Task item: Scan the entries below, and for each line that includes the word "down", make a copy.

┌─ Supplied records

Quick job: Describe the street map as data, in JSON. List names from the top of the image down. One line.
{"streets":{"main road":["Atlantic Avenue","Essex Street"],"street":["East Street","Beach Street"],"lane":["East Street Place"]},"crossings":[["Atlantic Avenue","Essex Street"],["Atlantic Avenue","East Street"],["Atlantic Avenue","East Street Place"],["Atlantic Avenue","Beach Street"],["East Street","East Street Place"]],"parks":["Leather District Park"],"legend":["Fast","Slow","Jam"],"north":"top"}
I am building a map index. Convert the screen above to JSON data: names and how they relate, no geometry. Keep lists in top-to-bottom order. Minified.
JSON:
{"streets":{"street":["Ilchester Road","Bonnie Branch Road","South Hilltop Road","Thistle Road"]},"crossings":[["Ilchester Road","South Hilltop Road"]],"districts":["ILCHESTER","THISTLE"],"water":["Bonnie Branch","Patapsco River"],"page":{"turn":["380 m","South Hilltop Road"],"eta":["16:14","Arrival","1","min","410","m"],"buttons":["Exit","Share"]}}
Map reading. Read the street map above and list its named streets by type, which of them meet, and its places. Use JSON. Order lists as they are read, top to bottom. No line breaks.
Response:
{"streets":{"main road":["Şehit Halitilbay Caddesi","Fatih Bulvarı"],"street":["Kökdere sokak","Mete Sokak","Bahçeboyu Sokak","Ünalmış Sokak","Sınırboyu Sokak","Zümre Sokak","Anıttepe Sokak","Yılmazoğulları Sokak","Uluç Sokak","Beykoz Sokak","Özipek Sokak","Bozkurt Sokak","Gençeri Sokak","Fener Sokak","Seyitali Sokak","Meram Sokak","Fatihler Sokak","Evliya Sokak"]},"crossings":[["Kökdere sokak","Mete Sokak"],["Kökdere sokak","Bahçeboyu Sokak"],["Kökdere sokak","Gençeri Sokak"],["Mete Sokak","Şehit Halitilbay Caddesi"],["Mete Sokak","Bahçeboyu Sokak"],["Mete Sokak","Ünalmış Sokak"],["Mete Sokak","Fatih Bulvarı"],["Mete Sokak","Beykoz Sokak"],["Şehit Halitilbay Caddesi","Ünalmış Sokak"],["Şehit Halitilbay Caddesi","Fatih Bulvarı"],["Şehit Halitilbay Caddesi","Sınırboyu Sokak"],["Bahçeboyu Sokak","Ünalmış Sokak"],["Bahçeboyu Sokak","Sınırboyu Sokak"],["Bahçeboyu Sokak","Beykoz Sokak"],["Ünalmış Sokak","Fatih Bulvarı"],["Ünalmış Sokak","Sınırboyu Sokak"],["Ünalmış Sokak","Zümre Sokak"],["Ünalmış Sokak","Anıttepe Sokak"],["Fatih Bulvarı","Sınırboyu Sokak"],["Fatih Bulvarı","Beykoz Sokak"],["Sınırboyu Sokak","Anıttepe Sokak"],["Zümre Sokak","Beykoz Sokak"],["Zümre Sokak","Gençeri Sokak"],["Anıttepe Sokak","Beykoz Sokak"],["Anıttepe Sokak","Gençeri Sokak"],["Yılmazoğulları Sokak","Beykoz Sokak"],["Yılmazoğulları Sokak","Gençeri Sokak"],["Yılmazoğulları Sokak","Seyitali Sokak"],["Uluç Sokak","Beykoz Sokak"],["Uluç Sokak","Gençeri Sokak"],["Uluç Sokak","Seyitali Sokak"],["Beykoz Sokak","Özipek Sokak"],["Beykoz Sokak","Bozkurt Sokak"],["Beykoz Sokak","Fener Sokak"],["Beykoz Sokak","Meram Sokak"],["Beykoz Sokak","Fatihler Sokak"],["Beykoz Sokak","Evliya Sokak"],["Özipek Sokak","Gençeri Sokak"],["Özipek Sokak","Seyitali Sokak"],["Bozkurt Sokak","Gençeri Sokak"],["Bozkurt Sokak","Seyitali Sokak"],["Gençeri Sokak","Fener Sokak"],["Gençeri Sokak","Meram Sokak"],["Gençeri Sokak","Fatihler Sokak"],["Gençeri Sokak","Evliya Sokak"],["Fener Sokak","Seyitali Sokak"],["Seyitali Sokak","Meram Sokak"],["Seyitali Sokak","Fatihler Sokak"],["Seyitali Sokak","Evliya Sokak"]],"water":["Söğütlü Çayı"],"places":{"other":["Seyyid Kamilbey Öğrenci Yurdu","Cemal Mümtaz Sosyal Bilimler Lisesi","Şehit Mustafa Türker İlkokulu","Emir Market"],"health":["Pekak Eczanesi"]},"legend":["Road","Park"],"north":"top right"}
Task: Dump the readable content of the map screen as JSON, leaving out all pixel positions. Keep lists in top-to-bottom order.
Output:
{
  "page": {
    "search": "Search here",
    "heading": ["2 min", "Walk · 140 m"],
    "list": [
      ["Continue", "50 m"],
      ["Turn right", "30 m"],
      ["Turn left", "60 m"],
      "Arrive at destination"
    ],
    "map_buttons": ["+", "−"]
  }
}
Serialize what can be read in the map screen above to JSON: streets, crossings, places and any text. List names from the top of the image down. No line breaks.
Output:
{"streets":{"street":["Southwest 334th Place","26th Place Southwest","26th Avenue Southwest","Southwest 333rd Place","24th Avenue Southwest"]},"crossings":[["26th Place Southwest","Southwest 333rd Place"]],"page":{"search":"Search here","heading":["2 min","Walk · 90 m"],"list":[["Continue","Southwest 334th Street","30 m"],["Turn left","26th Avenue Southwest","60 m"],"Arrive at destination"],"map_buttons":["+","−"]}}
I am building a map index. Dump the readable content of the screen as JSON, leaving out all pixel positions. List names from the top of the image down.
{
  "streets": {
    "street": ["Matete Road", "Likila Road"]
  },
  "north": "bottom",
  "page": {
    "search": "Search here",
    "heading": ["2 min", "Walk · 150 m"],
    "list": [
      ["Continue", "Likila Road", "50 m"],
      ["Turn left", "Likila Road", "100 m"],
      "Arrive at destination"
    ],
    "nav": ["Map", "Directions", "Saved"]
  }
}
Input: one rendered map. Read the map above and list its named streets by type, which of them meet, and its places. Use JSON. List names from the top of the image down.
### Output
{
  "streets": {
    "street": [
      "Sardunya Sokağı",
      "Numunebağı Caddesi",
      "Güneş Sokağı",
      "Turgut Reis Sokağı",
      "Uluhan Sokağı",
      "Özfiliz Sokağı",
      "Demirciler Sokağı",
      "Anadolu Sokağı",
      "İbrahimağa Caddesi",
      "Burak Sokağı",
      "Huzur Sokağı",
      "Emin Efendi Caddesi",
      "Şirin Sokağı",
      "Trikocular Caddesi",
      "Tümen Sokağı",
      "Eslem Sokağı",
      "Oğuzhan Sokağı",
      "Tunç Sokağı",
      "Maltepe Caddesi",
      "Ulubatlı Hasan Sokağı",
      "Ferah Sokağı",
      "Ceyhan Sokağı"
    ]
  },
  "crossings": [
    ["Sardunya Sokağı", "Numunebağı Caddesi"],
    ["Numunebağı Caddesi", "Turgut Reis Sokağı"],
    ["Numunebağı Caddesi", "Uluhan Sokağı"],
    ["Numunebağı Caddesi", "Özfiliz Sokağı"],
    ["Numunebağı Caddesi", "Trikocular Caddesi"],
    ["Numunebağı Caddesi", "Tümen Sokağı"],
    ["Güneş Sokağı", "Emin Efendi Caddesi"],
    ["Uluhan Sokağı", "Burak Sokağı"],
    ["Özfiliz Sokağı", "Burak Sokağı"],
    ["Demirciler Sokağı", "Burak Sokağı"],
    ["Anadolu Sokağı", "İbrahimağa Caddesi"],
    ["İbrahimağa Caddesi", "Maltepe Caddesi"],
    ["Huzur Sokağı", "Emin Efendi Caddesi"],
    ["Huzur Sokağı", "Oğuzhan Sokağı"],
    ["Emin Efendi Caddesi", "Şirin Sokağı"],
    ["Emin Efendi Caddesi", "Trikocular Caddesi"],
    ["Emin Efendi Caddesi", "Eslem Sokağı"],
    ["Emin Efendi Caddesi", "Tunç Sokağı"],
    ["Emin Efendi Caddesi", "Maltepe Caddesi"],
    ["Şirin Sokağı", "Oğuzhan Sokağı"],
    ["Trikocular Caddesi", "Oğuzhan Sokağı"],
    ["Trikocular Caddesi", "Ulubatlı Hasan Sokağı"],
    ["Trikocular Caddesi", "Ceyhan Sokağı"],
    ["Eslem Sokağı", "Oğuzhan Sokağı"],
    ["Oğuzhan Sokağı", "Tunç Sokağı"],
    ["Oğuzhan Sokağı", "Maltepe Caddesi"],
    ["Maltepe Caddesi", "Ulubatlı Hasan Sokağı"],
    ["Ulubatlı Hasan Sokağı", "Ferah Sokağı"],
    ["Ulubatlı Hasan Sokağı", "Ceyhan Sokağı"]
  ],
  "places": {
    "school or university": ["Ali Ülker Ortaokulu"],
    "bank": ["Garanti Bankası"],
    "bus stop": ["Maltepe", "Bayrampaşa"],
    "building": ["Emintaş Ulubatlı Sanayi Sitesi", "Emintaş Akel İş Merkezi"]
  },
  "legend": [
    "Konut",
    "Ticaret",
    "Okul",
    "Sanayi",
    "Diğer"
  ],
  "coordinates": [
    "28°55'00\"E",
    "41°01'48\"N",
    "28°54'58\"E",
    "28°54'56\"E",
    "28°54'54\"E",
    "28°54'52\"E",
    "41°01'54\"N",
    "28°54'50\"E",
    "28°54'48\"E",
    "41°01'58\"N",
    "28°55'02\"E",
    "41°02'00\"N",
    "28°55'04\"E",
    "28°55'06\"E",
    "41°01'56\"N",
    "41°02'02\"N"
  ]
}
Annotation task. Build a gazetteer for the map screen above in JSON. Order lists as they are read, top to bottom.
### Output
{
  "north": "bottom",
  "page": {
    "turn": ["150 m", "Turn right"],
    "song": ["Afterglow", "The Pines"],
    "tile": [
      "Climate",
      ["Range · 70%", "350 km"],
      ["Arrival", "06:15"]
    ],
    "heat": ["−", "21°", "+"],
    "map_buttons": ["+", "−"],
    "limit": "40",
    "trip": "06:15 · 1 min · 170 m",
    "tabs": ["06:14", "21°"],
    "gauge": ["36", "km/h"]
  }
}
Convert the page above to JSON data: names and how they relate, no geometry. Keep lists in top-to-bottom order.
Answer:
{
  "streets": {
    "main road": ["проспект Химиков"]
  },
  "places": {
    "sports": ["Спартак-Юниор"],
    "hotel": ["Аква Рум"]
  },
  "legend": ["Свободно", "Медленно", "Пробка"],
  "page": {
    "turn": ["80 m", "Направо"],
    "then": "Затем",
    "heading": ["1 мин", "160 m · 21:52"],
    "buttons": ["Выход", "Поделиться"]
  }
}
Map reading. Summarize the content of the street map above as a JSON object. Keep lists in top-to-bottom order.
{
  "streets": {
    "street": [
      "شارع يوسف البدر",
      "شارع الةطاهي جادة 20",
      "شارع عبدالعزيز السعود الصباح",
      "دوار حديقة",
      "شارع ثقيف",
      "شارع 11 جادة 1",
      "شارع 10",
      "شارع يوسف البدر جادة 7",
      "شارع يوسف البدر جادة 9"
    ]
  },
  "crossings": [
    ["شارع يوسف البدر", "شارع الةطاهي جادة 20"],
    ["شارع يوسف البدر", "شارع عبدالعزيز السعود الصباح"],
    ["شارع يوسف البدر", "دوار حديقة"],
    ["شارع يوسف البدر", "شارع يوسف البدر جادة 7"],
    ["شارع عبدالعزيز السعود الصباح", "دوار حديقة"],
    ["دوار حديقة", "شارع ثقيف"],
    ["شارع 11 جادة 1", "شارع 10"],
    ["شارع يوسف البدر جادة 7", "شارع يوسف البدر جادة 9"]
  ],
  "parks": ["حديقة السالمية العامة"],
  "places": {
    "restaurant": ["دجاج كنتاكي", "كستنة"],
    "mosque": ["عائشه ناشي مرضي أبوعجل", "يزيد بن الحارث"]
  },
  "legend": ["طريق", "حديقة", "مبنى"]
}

└─

Answer section:
Quick job: Describe the street map as data, in JSON. List names from the top of the image down. One line.
Serialize what can be read in the map screen above to JSON: streets, crossings, places and any text. List names from the top of the image down. No line breaks.
I am building a map index. Dump the readable content of the screen as JSON, leaving out all pixel positions. List names from the top of the image down.
Input: one rendered map. Read the map above and list its named streets by type, which of them meet, and its places. Use JSON. List names from the top of the image down.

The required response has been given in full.